17 м/с
Шрифт:
Часть первая
Семнадцать метров в секунду
АНГЕЛЫ ДО КИНДБЕРГА
Я не боюсь жить. Хотя я читала несколько книг и кое-что слышала в переходах и коридорах больниц. Но мне некогда бояться, потому что практически все время я трачу на то, чтобы превратить этот драматический материал в песню козлов.
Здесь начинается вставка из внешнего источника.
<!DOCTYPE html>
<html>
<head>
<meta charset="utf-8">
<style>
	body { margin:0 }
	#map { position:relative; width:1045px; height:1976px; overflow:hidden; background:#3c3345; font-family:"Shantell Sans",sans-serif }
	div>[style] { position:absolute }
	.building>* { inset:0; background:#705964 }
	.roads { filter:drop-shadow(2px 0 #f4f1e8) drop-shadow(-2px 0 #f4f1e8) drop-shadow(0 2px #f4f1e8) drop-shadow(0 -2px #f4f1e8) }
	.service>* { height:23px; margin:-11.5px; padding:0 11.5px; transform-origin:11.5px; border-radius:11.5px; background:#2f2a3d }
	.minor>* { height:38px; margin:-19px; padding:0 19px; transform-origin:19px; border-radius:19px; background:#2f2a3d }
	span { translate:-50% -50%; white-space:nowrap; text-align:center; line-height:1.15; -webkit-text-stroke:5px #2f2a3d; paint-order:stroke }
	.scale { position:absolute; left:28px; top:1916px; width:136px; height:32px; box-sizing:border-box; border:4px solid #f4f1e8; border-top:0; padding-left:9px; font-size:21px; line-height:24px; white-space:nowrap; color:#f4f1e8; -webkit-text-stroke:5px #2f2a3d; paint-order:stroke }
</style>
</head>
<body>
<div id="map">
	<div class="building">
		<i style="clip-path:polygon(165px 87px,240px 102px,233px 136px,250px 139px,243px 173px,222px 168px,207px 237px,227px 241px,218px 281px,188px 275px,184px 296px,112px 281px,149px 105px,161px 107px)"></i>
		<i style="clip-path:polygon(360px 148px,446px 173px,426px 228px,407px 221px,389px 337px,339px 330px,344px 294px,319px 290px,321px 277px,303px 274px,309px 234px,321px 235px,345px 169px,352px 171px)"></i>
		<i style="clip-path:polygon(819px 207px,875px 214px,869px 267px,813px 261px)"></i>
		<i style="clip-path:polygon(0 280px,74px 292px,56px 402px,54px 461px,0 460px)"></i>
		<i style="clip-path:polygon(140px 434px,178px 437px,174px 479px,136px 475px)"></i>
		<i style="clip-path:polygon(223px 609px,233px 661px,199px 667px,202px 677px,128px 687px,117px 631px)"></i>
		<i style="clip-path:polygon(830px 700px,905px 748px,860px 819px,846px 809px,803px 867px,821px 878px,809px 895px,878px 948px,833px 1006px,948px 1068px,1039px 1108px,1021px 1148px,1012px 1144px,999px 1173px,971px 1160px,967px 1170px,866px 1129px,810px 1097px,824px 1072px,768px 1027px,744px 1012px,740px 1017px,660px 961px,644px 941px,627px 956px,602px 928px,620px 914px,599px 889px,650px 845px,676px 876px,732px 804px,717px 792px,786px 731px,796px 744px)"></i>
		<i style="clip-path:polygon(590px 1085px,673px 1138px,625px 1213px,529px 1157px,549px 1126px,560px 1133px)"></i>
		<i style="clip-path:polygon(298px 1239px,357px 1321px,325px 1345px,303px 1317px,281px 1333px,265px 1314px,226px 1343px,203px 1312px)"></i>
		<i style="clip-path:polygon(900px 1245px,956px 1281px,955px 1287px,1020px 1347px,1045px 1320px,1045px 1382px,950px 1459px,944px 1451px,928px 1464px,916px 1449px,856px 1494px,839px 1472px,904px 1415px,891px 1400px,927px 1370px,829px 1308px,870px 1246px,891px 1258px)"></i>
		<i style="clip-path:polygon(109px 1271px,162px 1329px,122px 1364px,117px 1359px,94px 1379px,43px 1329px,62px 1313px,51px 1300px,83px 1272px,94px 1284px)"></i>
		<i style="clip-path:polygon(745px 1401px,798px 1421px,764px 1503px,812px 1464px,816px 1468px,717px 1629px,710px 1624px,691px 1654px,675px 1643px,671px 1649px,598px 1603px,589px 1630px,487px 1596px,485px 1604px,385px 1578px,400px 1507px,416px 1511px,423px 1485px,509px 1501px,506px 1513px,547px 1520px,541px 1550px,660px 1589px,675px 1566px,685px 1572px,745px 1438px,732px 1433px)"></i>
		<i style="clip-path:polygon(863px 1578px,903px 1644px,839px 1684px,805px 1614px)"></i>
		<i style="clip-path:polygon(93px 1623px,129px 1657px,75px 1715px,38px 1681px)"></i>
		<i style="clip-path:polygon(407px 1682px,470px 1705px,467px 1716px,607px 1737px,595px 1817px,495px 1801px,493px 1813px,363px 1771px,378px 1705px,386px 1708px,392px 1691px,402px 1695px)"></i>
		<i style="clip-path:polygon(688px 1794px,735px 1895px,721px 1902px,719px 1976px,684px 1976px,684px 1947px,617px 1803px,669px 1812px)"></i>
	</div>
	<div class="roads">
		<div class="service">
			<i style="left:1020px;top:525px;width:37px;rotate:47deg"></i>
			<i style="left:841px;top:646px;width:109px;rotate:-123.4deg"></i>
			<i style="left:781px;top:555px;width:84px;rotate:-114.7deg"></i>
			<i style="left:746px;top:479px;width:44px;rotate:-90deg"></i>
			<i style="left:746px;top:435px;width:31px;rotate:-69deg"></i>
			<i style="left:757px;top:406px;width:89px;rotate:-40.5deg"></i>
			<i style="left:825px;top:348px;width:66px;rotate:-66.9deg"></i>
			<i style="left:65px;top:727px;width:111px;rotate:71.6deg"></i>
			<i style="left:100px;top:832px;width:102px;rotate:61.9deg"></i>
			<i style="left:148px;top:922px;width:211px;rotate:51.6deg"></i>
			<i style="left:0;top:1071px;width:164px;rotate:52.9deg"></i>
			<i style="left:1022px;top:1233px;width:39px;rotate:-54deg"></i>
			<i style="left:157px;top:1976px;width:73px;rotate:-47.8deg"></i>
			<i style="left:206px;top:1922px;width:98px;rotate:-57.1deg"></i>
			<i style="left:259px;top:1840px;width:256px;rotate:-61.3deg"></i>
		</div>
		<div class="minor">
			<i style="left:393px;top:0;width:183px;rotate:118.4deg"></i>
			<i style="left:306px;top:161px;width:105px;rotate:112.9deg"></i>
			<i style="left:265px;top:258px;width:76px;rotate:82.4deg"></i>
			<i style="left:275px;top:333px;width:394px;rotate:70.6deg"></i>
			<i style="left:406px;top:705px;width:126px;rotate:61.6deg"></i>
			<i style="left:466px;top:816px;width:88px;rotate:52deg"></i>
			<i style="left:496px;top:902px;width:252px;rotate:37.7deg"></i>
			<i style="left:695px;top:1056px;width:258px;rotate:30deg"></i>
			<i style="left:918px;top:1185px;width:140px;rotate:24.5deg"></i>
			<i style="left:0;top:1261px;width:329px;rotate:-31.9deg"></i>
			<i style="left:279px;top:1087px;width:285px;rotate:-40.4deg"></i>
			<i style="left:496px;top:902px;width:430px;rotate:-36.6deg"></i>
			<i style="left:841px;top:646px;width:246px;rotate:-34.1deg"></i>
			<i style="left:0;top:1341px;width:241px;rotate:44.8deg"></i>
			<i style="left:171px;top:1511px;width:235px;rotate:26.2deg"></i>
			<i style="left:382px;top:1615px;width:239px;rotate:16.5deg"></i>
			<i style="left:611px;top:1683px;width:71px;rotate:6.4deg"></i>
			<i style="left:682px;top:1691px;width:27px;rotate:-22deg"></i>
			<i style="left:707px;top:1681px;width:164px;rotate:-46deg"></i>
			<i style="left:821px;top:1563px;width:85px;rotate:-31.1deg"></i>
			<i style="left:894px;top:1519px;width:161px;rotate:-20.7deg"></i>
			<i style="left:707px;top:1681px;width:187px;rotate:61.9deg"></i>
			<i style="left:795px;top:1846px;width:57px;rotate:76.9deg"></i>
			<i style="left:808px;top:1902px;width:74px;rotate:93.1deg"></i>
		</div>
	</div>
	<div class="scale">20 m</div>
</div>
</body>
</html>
За исключением, конечно, ночи. Потому что ночью я сплю (как ни прискорбно в этом признаваться в моем возрасте). И за исключением, конечно, четырех часов утра, когда я вдруг внезапно просыпаюсь. В четыре утра поднимает голову мое рацио, задавленное дневным блеяньем. Рацио безжалостно начинает перечислять самые скверные строки из биографии. Год рождения. Полное количество прожитых лет (прожитых как попало). Ежемесячный доход. Социальный и матримониальный
В четыре утра становится очевидно, что пробуждение гораздо страшнее любого ночного кошмара. Особенно когда пялишься в потолок, явленный во всем безобразии деталей. Но! В четыре утра, чтобы не низвергнуться в пучину отчаянья и дотянуть до светлого времени суток, все-таки лучше думать о деталях.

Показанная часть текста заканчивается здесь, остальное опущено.